- [GIVEN RECORDS]:
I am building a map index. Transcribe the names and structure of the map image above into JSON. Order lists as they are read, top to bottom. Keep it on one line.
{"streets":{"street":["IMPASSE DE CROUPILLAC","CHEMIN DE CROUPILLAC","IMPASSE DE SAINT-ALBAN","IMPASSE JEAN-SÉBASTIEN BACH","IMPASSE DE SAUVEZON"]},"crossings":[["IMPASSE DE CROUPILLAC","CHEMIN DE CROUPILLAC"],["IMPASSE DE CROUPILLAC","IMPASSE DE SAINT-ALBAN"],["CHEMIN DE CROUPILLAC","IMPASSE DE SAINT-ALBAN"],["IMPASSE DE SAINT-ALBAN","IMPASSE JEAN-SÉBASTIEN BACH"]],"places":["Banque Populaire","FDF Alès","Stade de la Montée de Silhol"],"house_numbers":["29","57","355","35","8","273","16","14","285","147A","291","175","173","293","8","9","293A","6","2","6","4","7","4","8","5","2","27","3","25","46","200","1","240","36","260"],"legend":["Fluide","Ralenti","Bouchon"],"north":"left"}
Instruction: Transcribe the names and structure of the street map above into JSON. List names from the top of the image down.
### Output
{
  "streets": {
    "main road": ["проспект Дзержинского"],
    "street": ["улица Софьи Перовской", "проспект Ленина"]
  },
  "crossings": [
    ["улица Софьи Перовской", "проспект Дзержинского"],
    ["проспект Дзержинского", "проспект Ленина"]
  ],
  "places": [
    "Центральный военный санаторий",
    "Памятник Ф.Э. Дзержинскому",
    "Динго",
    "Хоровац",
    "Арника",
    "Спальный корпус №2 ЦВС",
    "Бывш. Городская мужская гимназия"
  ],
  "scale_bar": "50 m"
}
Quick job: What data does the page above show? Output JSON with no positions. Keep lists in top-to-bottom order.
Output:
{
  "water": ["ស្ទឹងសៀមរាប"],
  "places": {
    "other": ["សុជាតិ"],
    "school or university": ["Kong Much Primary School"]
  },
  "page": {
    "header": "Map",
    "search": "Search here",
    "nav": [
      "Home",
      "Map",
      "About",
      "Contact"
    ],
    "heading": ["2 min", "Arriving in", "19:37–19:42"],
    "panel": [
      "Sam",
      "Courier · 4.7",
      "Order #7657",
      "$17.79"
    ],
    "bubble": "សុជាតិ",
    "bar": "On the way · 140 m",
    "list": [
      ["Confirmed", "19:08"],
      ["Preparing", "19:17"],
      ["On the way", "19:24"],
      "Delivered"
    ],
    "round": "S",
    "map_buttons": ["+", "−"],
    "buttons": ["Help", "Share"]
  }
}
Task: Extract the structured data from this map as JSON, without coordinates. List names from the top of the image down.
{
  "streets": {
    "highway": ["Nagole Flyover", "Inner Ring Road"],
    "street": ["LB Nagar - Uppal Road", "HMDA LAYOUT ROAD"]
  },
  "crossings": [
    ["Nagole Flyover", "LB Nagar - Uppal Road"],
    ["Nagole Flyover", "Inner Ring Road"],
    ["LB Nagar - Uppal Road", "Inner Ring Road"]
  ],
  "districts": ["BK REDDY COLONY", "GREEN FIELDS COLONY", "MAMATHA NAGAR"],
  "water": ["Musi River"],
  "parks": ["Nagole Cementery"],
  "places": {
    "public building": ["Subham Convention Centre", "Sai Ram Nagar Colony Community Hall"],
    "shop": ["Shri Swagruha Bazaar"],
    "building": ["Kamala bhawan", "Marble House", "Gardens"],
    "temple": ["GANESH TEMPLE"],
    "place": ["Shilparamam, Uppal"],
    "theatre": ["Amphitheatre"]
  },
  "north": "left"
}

- [WHAT YOU NEED TO DO]:
All of the entries above need to be output again exactly.

- [EXERCISE ANSWER]:
I am building a map index. Transcribe the names and structure of the map image above into JSON. Order lists as they are read, top to bottom. Keep it on one line.
{"streets":{"street":["IMPASSE DE CROUPILLAC","CHEMIN DE CROUPILLAC","IMPASSE DE SAINT-ALBAN","IMPASSE JEAN-SÉBASTIEN BACH","IMPASSE DE SAUVEZON"]},"crossings":[["IMPASSE DE CROUPILLAC","CHEMIN DE CROUPILLAC"],["IMPASSE DE CROUPILLAC","IMPASSE DE SAINT-ALBAN"],["CHEMIN DE CROUPILLAC","IMPASSE DE SAINT-ALBAN"],["IMPASSE DE SAINT-ALBAN","IMPASSE JEAN-SÉBASTIEN BACH"]],"places":["Banque Populaire","FDF Alès","Stade de la Montée de Silhol"],"house_numbers":["29","57","355","35","8","273","16","14","285","147A","291","175","173","293","8","9","293A","6","2","6","4","7","4","8","5","2","27","3","25","46","200","1","240","36","260"],"legend":["Fluide","Ralenti","Bouchon"],"north":"left"}
Instruction: Transcribe the names and structure of the street map above into JSON. List names from the top of the image down.
### Output
{
  "streets": {
    "main road": ["проспект Дзержинского"],
    "street": ["улица Софьи Перовской", "проспект Ленина"]
  },
  "crossings": [
    ["улица Софьи Перовской", "проспект Дзержинского"],
    ["проспект Дзержинского", "проспект Ленина"]
  ],
  "places": [
    "Центральный военный санаторий",
    "Памятник Ф.Э. Дзержинскому",
    "Динго",
    "Хоровац",
    "Арника",
    "Спальный корпус №2 ЦВС",
    "Бывш. Городская мужская гимназия"
  ],
  "scale_bar": "50 m"
}
Quick job: What data does the page above show? Output JSON with no positions. Keep lists in top-to-bottom order.
Output:
{
  "water": ["ស្ទឹងសៀមរាប"],
  "places": {
    "other": ["សុជាតិ"],
    "school or university": ["Kong Much Primary School"]
  },
  "page": {
    "header": "Map",
    "search": "Search here",
    "nav": [
      "Home",
      "Map",
      "About",
      "Contact"
    ],
    "heading": ["2 min", "Arriving in", "19:37–19:42"],
    "panel": [
      "Sam",
      "Courier · 4.7",
      "Order #7657",
      "$17.79"
    ],
    "bubble": "សុជាតិ",
    "bar": "On the way · 140 m",
    "list": [
      ["Confirmed", "19:08"],
      ["Preparing", "19:17"],
      ["On the way", "19:24"],
      "Delivered"
    ],
    "round": "S",
    "map_buttons": ["+", "−"],
    "buttons": ["Help", "Share"]
  }
}
Task: Extract the structured data from this map as JSON, without coordinates. List names from the top of the image down.
{
  "streets": {
    "highway": ["Nagole Flyover", "Inner Ring Road"],
    "street": ["LB Nagar - Uppal Road", "HMDA LAYOUT ROAD"]
  },
  "crossings": [
    ["Nagole Flyover", "LB Nagar - Uppal Road"],
    ["Nagole Flyover", "Inner Ring Road"],
    ["LB Nagar - Uppal Road", "Inner Ring Road"]
  ],
  "districts": ["BK REDDY COLONY", "GREEN FIELDS COLONY", "MAMATHA NAGAR"],
  "water": ["Musi River"],
  "parks": ["Nagole Cementery"],
  "places": {
    "public building": ["Subham Convention Centre", "Sai Ram Nagar Colony Community Hall"],
    "shop": ["Shri Swagruha Bazaar"],
    "building": ["Kamala bhawan", "Marble House", "Gardens"],
    "temple": ["GANESH TEMPLE"],
    "place": ["Shilparamam, Uppal"],
    "theatre": ["Amphitheatre"]
  },
  "north": "left"
}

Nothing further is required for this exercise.